(Task requirements)
What you return must be exactly the lines from the beginning of the material through the line containing "1px #bbb8b5) drop-shadow(0", both included, and no pictures.
[[ Supplied material open ]]
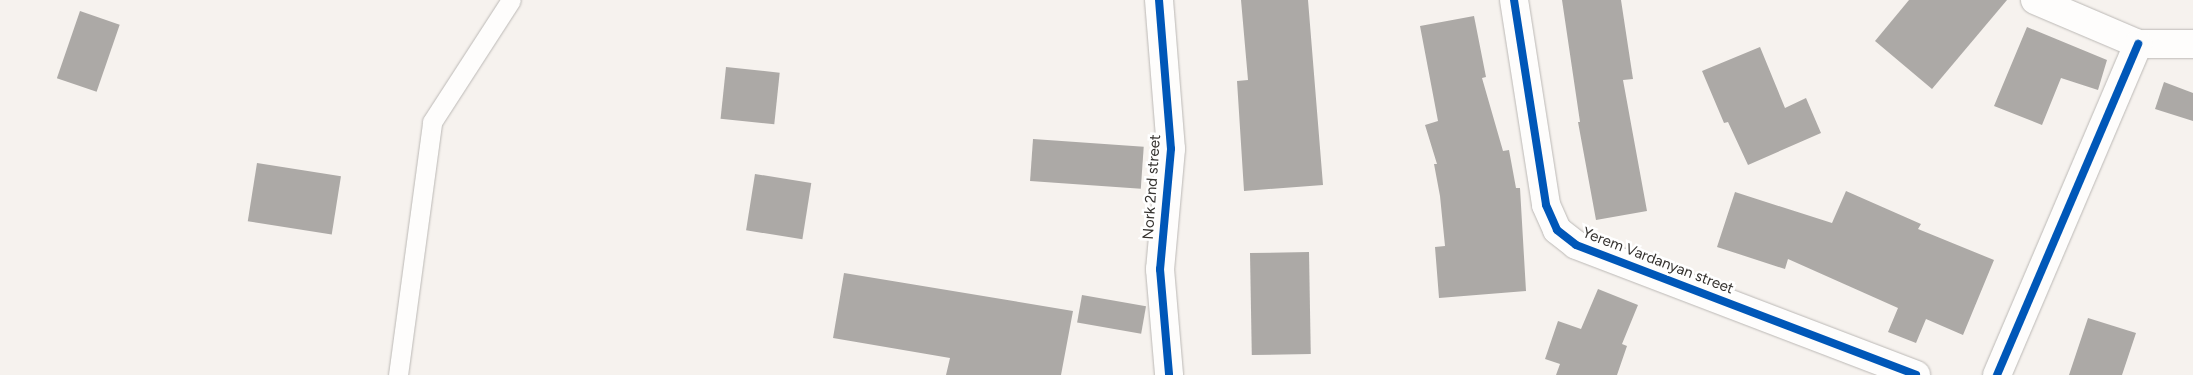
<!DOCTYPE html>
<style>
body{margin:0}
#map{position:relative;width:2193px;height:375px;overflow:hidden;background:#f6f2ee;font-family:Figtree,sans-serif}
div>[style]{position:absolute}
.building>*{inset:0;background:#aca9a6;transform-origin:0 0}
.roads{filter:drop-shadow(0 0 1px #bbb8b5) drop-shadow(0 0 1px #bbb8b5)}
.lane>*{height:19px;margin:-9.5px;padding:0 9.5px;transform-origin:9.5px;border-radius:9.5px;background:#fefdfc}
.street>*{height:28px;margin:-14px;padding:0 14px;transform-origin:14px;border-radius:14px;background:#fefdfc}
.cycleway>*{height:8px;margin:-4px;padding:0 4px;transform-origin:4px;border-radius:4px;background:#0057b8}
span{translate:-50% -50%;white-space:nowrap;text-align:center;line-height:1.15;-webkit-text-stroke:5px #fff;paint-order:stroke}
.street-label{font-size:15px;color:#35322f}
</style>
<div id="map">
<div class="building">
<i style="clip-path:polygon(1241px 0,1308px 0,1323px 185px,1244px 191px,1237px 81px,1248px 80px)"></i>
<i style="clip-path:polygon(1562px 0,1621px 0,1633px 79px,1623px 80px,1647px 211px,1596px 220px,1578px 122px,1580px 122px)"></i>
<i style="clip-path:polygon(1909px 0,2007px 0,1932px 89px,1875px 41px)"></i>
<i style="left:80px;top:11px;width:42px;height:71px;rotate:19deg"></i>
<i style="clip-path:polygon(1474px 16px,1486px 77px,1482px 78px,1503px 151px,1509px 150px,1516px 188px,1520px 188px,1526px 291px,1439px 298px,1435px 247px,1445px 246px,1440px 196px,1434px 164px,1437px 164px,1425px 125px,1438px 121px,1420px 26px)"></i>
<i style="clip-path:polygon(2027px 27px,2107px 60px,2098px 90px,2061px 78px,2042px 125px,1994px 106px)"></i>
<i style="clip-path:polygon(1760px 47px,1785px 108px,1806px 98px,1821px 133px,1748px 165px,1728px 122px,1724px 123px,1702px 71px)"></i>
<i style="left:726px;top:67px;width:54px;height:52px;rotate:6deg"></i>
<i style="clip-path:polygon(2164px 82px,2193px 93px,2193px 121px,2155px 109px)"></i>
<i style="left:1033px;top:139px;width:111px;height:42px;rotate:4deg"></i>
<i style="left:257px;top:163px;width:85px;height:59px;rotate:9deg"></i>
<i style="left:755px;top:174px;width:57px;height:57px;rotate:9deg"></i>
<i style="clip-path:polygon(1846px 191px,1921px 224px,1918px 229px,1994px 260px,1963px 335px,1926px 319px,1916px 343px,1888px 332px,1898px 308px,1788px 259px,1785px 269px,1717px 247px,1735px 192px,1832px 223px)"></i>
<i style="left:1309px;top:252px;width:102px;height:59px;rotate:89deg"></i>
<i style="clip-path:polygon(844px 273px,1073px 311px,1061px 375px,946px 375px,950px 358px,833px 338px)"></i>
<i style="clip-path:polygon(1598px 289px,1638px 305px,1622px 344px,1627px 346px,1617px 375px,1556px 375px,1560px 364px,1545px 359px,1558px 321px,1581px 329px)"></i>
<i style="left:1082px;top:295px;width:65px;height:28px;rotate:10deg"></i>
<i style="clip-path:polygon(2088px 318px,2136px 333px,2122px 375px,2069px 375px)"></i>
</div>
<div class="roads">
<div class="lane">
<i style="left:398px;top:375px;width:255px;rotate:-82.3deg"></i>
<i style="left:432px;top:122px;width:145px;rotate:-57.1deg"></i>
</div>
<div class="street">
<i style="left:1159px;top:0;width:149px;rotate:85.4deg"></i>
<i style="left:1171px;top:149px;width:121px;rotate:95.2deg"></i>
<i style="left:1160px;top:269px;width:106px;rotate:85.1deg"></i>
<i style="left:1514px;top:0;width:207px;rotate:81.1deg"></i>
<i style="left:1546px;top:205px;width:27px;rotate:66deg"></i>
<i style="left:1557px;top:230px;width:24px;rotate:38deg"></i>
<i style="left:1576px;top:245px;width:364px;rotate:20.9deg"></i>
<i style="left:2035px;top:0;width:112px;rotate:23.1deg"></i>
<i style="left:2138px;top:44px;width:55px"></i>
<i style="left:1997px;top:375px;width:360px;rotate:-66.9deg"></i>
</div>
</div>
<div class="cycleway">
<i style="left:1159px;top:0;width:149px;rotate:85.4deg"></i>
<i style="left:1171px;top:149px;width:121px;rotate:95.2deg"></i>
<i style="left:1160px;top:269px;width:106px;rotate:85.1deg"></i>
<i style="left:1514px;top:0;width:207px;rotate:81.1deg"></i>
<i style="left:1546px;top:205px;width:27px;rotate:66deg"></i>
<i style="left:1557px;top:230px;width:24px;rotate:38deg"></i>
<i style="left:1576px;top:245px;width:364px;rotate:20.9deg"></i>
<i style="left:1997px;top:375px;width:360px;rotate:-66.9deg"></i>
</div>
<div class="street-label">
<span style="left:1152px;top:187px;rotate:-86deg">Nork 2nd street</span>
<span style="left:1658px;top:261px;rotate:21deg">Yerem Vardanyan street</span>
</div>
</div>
[[ Supplied material closed ]]
(Your response)
<!DOCTYPE html>
<style>
body{margin:0}
#map{position:relative;width:2193px;height:375px;overflow:hidden;background:#f6f2ee;font-family:Figtree,sans-serif}
div>[style]{position:absolute}
.building>*{inset:0;background:#aca9a6;transform-origin:0 0}
.roads{filter:drop-shadow(0 0 1px #bbb8b5) drop-shadow(0 0 1px #bbb8b5)}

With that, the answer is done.